The interesting feature of this form of the metric is that one can clearly see that the Schwarzschild radius, which dictates at which distance from the center of the massive body the event horizon is formed, shrinks as the Universe expands. For a comoving observer, which accompanies the Hubble flow this effect is not perceptible, as its radial coordinate is given by $r'_{(\text{comov})} = a(t)r'$, such that, for the comoving observer, $r_\text{S} = 2M/r'_{(\text{comov})}$ is constant, and the Event Horizon will remain static.

=== FLRW ===
In the case of a vanishing mass parameter $\mu(t) = 0$, the McVittie metric becomes exactly the FLRW metric in spherical coordinates
 $ds^2 = -c^2dt^2 + \frac{a^2(t)}{\left( 1 - \frac{r^2}{4R^2} \right)^2}(dr^2 + r^2d\Omega^2),$
which leads to the exact Friedmann equations for the evolution of the scale factor $a(t)$.

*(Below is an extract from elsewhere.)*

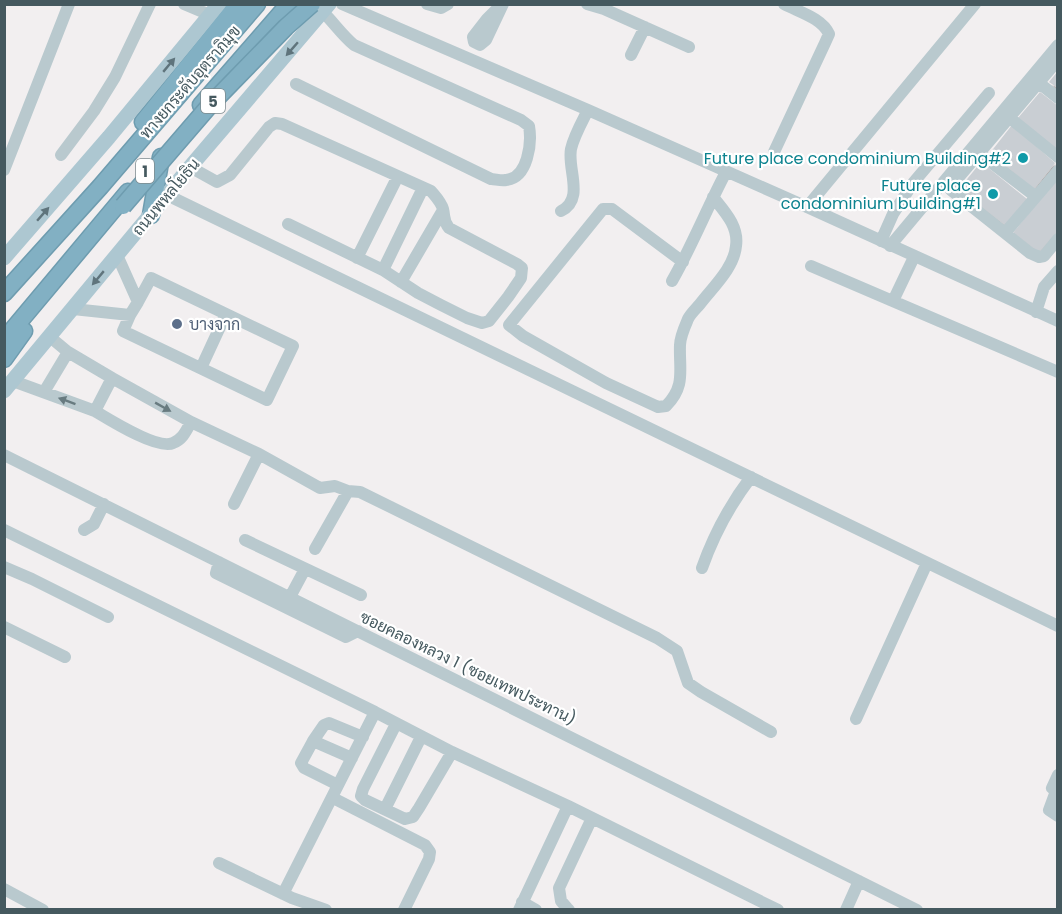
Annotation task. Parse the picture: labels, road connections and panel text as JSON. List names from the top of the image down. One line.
{"streets":{"highway":["ทางยกระดับอุตราภิมุข","5","1","ถนนพหลโยธิน"],"street":["ซอยคลองหลวง 1 (ซอยเทพประทาน)"]},"crossings":[["ทางยกระดับอุตราภิมุข","1"],["ทางยกระดับอุตราภิมุข","ถนนพหลโยธิน"]],"places":["Future place condominium Building#2","Future place condominium building#1","บางจาก"]}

If one takes the limit of the mass parameter $\mu(t) = M/2a(t)r \ll 1$, the metric (1) becomes
 $ds^2 = -\left(1-4\mu(t)K(r)\right)^2 c^2dt^2 + \frac{\left(1+4\mu(t)K(r)\right)}{K^2(r)} a^2(t)(dr^2 + r^2d\Omega^2),$
which can be mapped to a perturberd FLRW spacetime in Newtonian gauge, with perturbation potential $\Phi = 2\mu(t)$; that is, one can understand the small mass of the central object as the perturbation in the FLRW metric.